Logistic Regression with gradient descent

In this post we’re looking at my second favourite machine learning algorithm - logistic regression. This algorithm is incredibly useful: Imagine you’re a central planner and you have a dataset of, let’s say, 18 - 24 year olds. Prior to gathering this data you decided you would randomly allocate driver’s licences to half of these 18 - 24 year olds without reuiring them to sit their formal tests. And now you want to assess whether you doing so had any effect on their labour market outcomes (let’s just say employment).

We have a few options - we can fit a linear model (like the previous blog post) with a binary dependent variable \(y = \{unemployed, employed\} = \{0,1\}\) and do a pretty standard test for statistical signifance on the coefficient for licence \(\beta_{licence}\). But what if we care not just about the statistical significance but about the numeric significance. I.e what if we want to know “how much mor elikely is an 18 - 24 year old to be employed given the treatment of being assigned a driver’s licence?”. For that we use a logistic regression.

We do have to be careful that we don’t interpret this as causality though. That is a seperate statistical and philosophical consideration.

In machine learning, because the goal is usually different than econometrics, we might use a logistic regression to decide whether, given some information about a thing, it belongs in one group or another. This is called classification.

Maybe, as in the previous example we have a dataset of 18 - 24 year olds, and their labour market status (employed or not) and we want to predict whether they have their driver licence. This might be useful in the beginning of such an exercise for the central planner to understand how many driver licences need to be allocated. It’s also important for a related issue - matching. This is a process where we try to find people in a dataset who had a “close enough” probability of being treate dor not. This effectively creates an imaginary random trial experiment. In the current examplew e have some made up data and I will show you how to run a gradient descent algorithm to get a solution for a logistic regression problem. I will then show you how to do so using the glm() R function with a pretty graphic.

In the last post I found a solution to a linear regression problem and my estimate of \(\beta\) was almost exactly the same as the lm() function. This post is more of the same. Slight difference but we can get arbitrarily close using more iterations or different learning rates.

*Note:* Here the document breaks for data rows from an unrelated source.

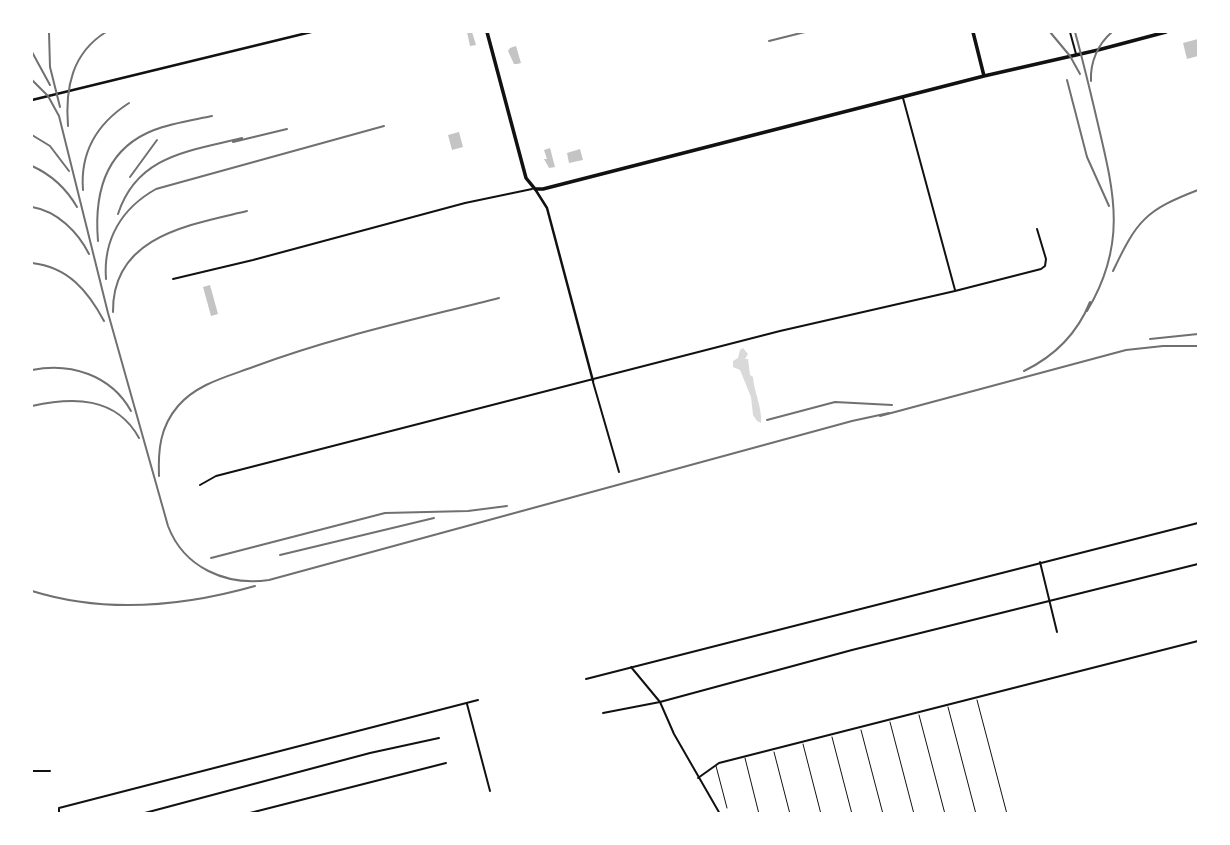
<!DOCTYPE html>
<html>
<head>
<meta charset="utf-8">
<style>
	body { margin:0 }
	#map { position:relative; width:1230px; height:845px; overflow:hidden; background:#fff; font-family:Roboto,sans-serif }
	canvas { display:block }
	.frame { position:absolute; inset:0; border:33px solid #fff; pointer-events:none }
</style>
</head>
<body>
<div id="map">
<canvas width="1230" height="845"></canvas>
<div class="frame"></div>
</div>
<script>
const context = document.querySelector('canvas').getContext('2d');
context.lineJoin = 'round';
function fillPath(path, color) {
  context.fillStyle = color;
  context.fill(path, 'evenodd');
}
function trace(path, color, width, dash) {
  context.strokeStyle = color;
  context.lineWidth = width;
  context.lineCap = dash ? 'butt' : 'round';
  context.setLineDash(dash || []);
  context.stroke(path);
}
fillPath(new Path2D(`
	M743,348l5,6 -3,5h3l2,16 3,2c1,15 9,29 8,46l-4,-2 -4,-6 -2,-18 -11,-27 -7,-3v-6l5,-3 2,-8z`), '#d9d9d9');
fillPath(new Path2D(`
	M467,32h5l4,13 -6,1z
	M1198,39v17l-11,3 -4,-16z
	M516,46l5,17 -4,1h-3l-6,-13 2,-3z
	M459,132l4,15 -11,3 -4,-15z
	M550,148l5,19 -6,1 -5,-9h3l-3,-9z
	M580,149l3,11 -14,3 -2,-10z
	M210,285l8,29 -7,2 -8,-29z`), '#c4c4c4');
trace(new Path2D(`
	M977,700l30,114
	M948,707l28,107
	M919,715l26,99
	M890,722l24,92
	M861,730l22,84
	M832,737l20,77
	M803,744l18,70
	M774,752l16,62
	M745,758l14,56
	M716,766l11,42`), '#111', 1);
trace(new Path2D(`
	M1070,32l6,22
	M903,98l52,192
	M173,279l80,-19 212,-57 67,-14
	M593,382l26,90
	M200,485l16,-9 564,-145 175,-40 86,-22 4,-3 1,-7 -9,-30
	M1040,562l17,70
	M631,667l29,35 14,32 46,80
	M586,679l612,-156
	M467,704l23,87
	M603,713l57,-11 192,-52 346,-86
	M32,771h18
	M698,778l21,-15 479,-122
	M59,814v-6l419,-108
	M141,814l229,-61 69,-15
	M246,814l200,-51`), '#111', 2);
trace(new Path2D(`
	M32,100l279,-68
	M535,189l12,19 46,173`), '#111', 2.5);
trace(new Path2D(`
	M487,32l39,146 9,11h8l441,-113 114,-26 68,-18
	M973,32l11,44`), '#111', 3.5);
trace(new Path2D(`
	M49,32l1,35 10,40
	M1050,32l20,24 10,18
	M1075,32c8,29 15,58 22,88 17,72 31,123 -10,191
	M769,41l36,-9
	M32,52l18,33
	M32,80l16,16 11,20 49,197 60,213c16,42 58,60 101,54l583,-159 37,-8
	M1067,80l20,77 22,49
	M1091,81c-1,-19 7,-37 21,-49
	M68,126c-3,-38 4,-73 38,-94
	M32,135l18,11 19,25
	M233,142l54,-13
	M32,166c20,9 34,22 45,41
	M130,177l27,-37
	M83,190c-3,-38 15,-67 46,-87
	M32,207c25,4 46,25 57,47
	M118,214c19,-59 72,-63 124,-76
	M98,241c-4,-47 7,-92 56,-111 18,-7 39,-10 58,-14
	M32,263c36,4 56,28 72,58
	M1113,271c24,-51 33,-61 85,-81
	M106,279c-3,-40 16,-71 50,-90l228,-63
	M113,312c-1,-76 76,-87 134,-101
	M1150,339l48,-5
	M32,370c38,-8 79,5 99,41
	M1024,371c31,-15 53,-37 66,-69
	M32,406c40,-9 84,-10 107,32
	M880,416l246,-66 37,-4h35
	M767,420l68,-18 57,3
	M159,476c-1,-26 1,-49 19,-70 19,-22 48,-29 75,-39 80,-30 164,-48 246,-69
	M280,555l154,-37
	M211,558l174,-45 83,-2 39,-5
	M32,591c74,23 149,16 223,-5`), '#707070', 2);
</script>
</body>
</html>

It helps substantially that I scaled the data. This helps because it means the cost function isn’t “stretched” in a particular direction to some silly degree. Which makes the algorithm faster.

This brings up the question of why you would use gradient descent and not just use closed form methods. Closed form methods take more machine resource and time. So, for example, if you have a phone app that classifies dogs in real time using the camera you can’t be waiting for the processor to calculate the closed form solution using a similar method to glm().

# scale all the data (we need this for later)

training_set[-3] = scale(training_set[-3])
test_set[-3] = scale(test_set[-3])

# make the x and y vars

eX_train <- as.matrix(cbind(1, training_set[1:2]))
wai_train <- as.matrix(training_set[3])

eX_test <- as.matrix(cbind(1, test_set[1:2]))
wai_test <- as.matrix(test_set[3])

#set parameters

learn <- 0.1
numits <- 20000
n <- length(wai_train)

# initialize beta
beta <- matrix(0, 3, 1)

for(i in 1:numits) { 
    h <- sigmoid(eX_train%*%beta)
    error <- h - wai_train
    beta_change <- learn*(1/n)*(t(eX_train)%*%(error))
    beta <- beta - beta_change
    
}



predicted_wai = sigmoid(eX_test%*%beta)

glm() version with pretty graphics

colnames(ex2data1) <- c("var1", "var2", "why")

split = sample.split(ex2data1$why, SplitRatio = 0.75)
training_set = subset(ex2data1, split == TRUE)
test_set = subset(ex2data1, split == FALSE)

training_set[-3] = scale(training_set[-3])
test_set[-3] = scale(test_set[-3])

logistic <-  glm(formula = why ~ .,
                 family = binomial,
                 data = training_set)

prob_pred = predict(logistic, type = 'response', newdata = test_set[-3])
y_pred = ifelse(prob_pred > 0.5, 1, 0)

set = test_set
X1 = seq(min(set[, 1]) - 1, max(set[, 1]) + 1, by = 0.01)
X2 = seq(min(set[, 2]) - 1, max(set[, 2]) + 1, by = 0.01)
grid_set = expand.grid(X1, X2)
colnames(grid_set) = c('var1', 'var2')
prob_set = predict(logistic, type = 'response', newdata = grid_set)
y_grid = ifelse(prob_set > 0.5, 1, 0)
plot(set[, -3],
     main = 'Logistic Regression',
     xlab = 'var1', ylab = 'var2',
     xlim = range(X1), ylim = range(X2))
contour(X1, X2, matrix(as.numeric(y_grid), length(X1), length(X2)), add = TRUE)
points(grid_set, pch = '.', col = ifelse(y_grid == 1, 'springgreen3', 'tomato'))
points(set, pch = 21, bg = ifelse(set[, 3] == 1, 'green4', 'red3'))

# confusion matrices

cm_GD = table(wai_test, predicted_wai > 0.5)
cm_GLM = table(test_set$why, y_pred > 0.5)

As you can see in the above graphic, there were 2 red points that the algorithm thought were in the green zone. And no green points the algorithm thought were in the red zone.

We can asses show wrong or right out classifiers are by looking at the confusion matrices. These show how many actual 1s were predicted as 1s, and how many actual 0s were predicted as 0s. As well as the combinations where the classifier got it wrong.

Basically you want the numbers on the diagonal (from left top corner) to be big and the other numbers to be small. We observe this result which is encouraging. Both the glm() classifier and my classifier trained via gradient descent display good results.

cm_GD
##         
## wai_test FALSE TRUE
##        0     8    2
##        1     1   14
cm_GLM
##    
##     FALSE TRUE
##   0     8    2
##   1     0   15